Collected data

****

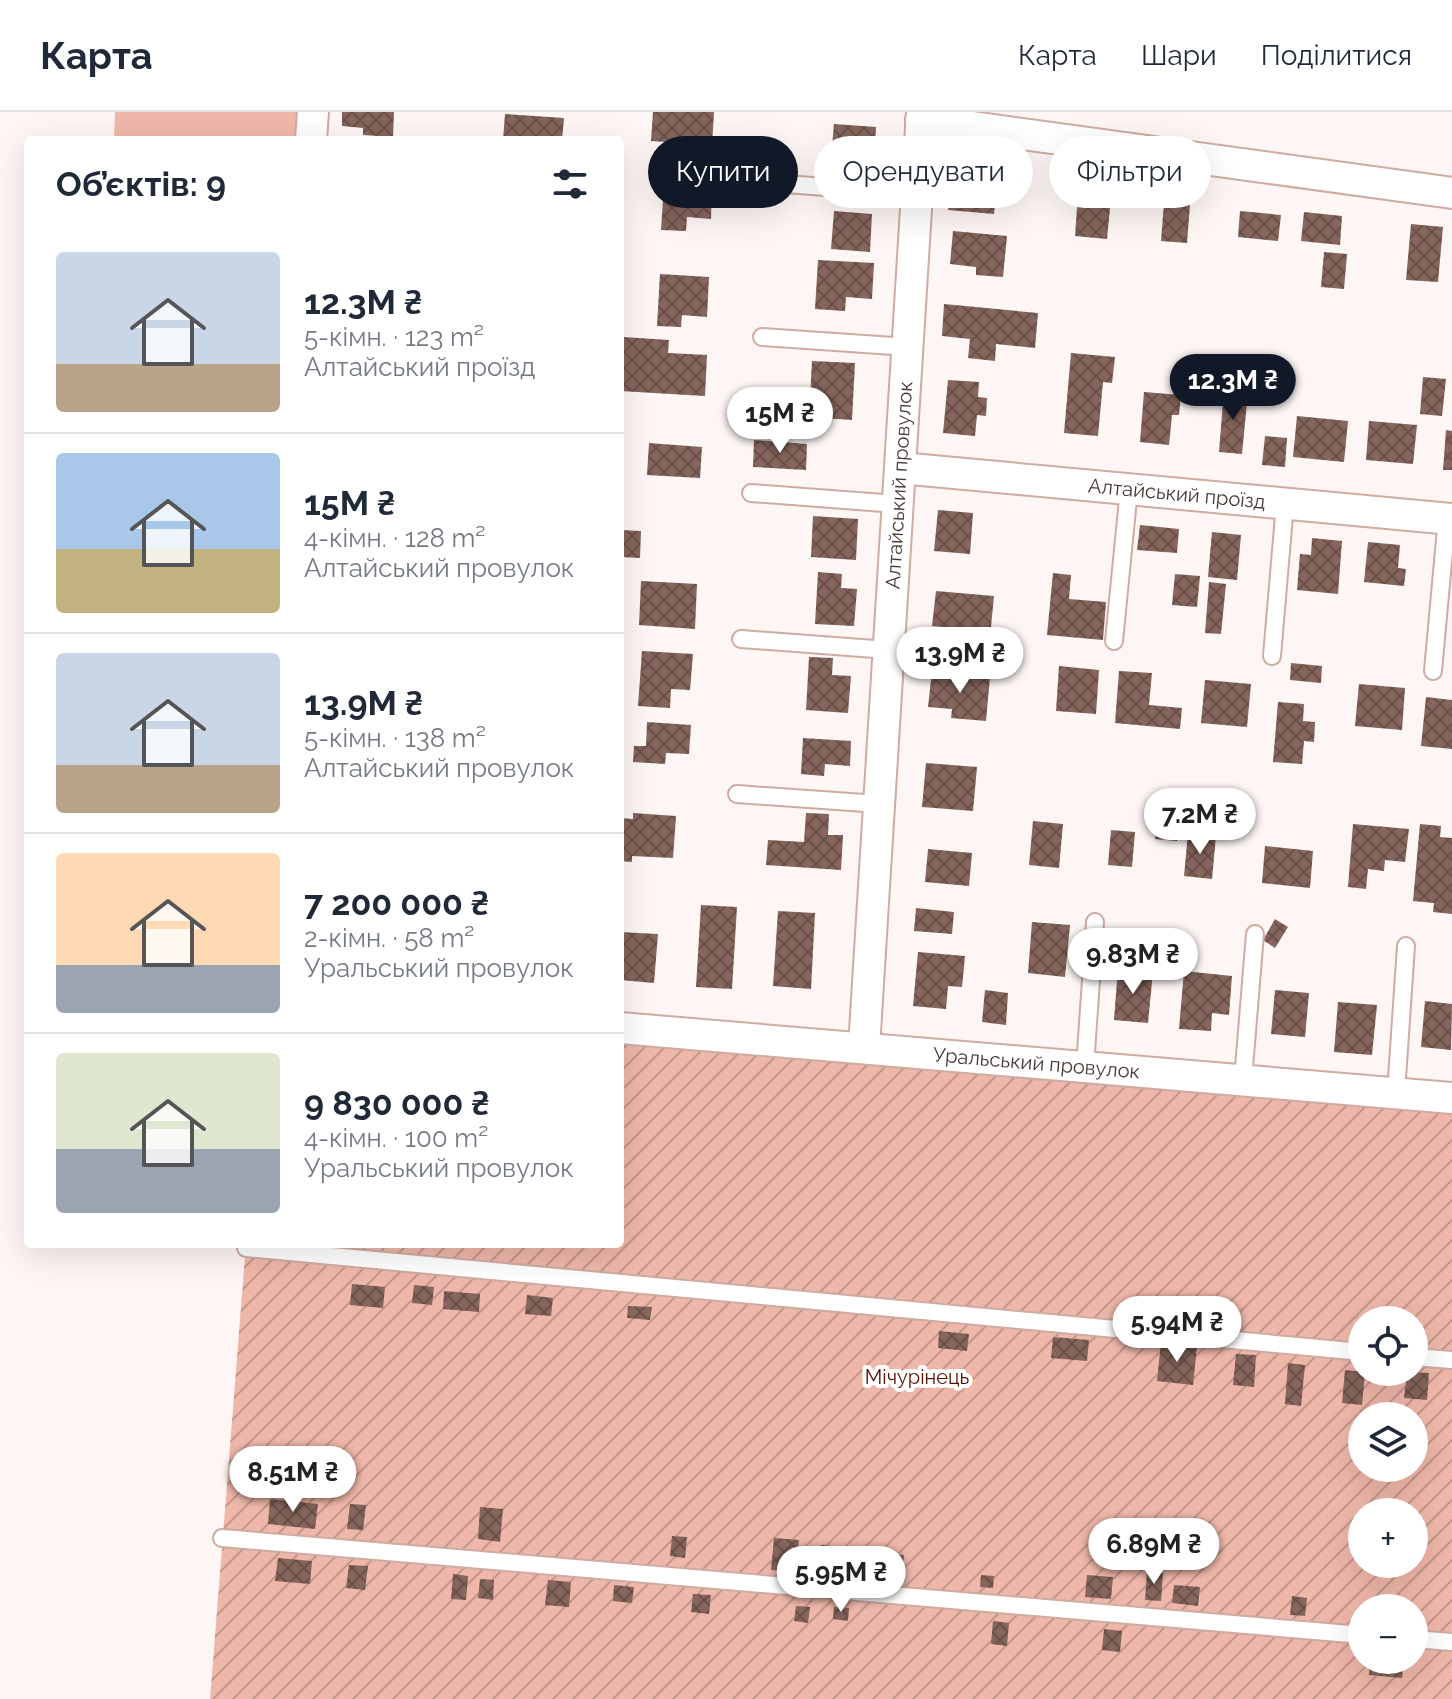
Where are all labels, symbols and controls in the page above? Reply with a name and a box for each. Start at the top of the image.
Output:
text: Карта [40,33,153,78]
text: Карта [1018,39,1097,72]
text: Шари [1141,39,1217,72]
text: Поділитися [1261,39,1412,72]
chip: Купити [648,136,798,208]
chip: Орендувати [814,136,1033,208]
chip: Фільтри [1049,136,1211,208]
icon: filters [548,162,592,206]
text: Об’єктів: 9 [56,164,226,204]
text: 12.3M ₴ [304,282,422,322]
icon: home [120,284,216,380]
text: 5-кімн. · 123 m² [304,322,484,352]
text: Алтайський проїзд [304,352,535,382]
pin: 12.3M ₴ [1159,354,1307,422]
text: 12.3M ₴ [1188,365,1278,395]
street label: Алтайський провулок [880,380,917,590]
pin: 15M ₴ [724,387,836,455]
text: 15M ₴ [745,398,815,428]
street label: Алтайський проїзд [1087,473,1267,514]
text: 15M ₴ [304,483,395,523]
icon: home [120,485,216,581]
text: 4-кімн. · 128 m² [304,523,485,553]
text: Алтайський провулок [304,553,574,583]
pin: 13.9M ₴ [886,627,1034,695]
text: 13.9M ₴ [914,638,1006,668]
text: 13.9M ₴ [304,683,423,723]
icon: home [120,685,216,781]
text: 5-кімн. · 138 m² [304,723,486,753]
text: Алтайський провулок [304,753,574,783]
pin: 7.2M ₴ [1135,788,1265,856]
text: 7.2M ₴ [1162,799,1238,829]
text: 7 200 000 ₴ [304,883,489,923]
icon: home [120,885,216,981]
text: 2-кімн. · 58 m² [304,923,474,953]
pin: 9.83M ₴ [1059,928,1207,996]
text: 9.83M ₴ [1086,939,1180,969]
text: Уральський провулок [304,953,574,983]
street label: Уральський провулок [932,1042,1141,1084]
text: 9 830 000 ₴ [304,1083,490,1123]
icon: home [120,1085,216,1181]
text: 4-кімн. · 100 m² [304,1123,488,1153]
text: Уральський провулок [304,1153,574,1183]
pin: 5.94M ₴ [1103,1296,1251,1364]
map controls [1348,1306,1428,1674]
button: locate [1348,1306,1428,1386]
text: 5.94M ₴ [1130,1307,1224,1337]
park label: Мічурінець [865,1365,969,1389]
button: layers [1348,1402,1428,1482]
pin: 8.51M ₴ [219,1446,367,1514]
text: 8.51M ₴ [247,1457,339,1487]
button: + [1348,1498,1428,1578]
pin: 6.89M ₴ [1080,1518,1228,1586]
text: 6.89M ₴ [1106,1529,1202,1559]
pin: 5.95M ₴ [767,1546,915,1614]
text: 5.95M ₴ [795,1557,887,1587]
button: − [1348,1594,1428,1674]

****

▶ _Work required_: Please give the entries again word for word, without any pictures.

▶ _Answer section_:
Where are all labels, symbols and controls in the page above? Reply with a name and a box for each. Start at the top of the image.
Output:
text: Карта [40,33,153,78]
text: Карта [1018,39,1097,72]
text: Шари [1141,39,1217,72]
text: Поділитися [1261,39,1412,72]
chip: Купити [648,136,798,208]
chip: Орендувати [814,136,1033,208]
chip: Фільтри [1049,136,1211,208]
icon: filters [548,162,592,206]
text: Об’єктів: 9 [56,164,226,204]
text: 12.3M ₴ [304,282,422,322]
icon: home [120,284,216,380]
text: 5-кімн. · 123 m² [304,322,484,352]
text: Алтайський проїзд [304,352,535,382]
pin: 12.3M ₴ [1159,354,1307,422]
text: 12.3M ₴ [1188,365,1278,395]
street label: Алтайський провулок [880,380,917,590]
pin: 15M ₴ [724,387,836,455]
text: 15M ₴ [745,398,815,428]
street label: Алтайський проїзд [1087,473,1267,514]
text: 15M ₴ [304,483,395,523]
icon: home [120,485,216,581]
text: 4-кімн. · 128 m² [304,523,485,553]
text: Алтайський провулок [304,553,574,583]
pin: 13.9M ₴ [886,627,1034,695]
text: 13.9M ₴ [914,638,1006,668]
text: 13.9M ₴ [304,683,423,723]
icon: home [120,685,216,781]
text: 5-кімн. · 138 m² [304,723,486,753]
text: Алтайський провулок [304,753,574,783]
pin: 7.2M ₴ [1135,788,1265,856]
text: 7.2M ₴ [1162,799,1238,829]
text: 7 200 000 ₴ [304,883,489,923]
icon: home [120,885,216,981]
text: 2-кімн. · 58 m² [304,923,474,953]
pin: 9.83M ₴ [1059,928,1207,996]
text: 9.83M ₴ [1086,939,1180,969]
text: Уральський провулок [304,953,574,983]
street label: Уральський провулок [932,1042,1141,1084]
text: 9 830 000 ₴ [304,1083,490,1123]
icon: home [120,1085,216,1181]
text: 4-кімн. · 100 m² [304,1123,488,1153]
text: Уральський провулок [304,1153,574,1183]
pin: 5.94M ₴ [1103,1296,1251,1364]
map controls [1348,1306,1428,1674]
button: locate [1348,1306,1428,1386]
text: 5.94M ₴ [1130,1307,1224,1337]
park label: Мічурінець [865,1365,969,1389]
button: layers [1348,1402,1428,1482]
pin: 8.51M ₴ [219,1446,367,1514]
text: 8.51M ₴ [247,1457,339,1487]
button: + [1348,1498,1428,1578]
pin: 6.89M ₴ [1080,1518,1228,1586]
text: 6.89M ₴ [1106,1529,1202,1559]
pin: 5.95M ₴ [767,1546,915,1614]
text: 5.95M ₴ [795,1557,887,1587]
button: − [1348,1594,1428,1674]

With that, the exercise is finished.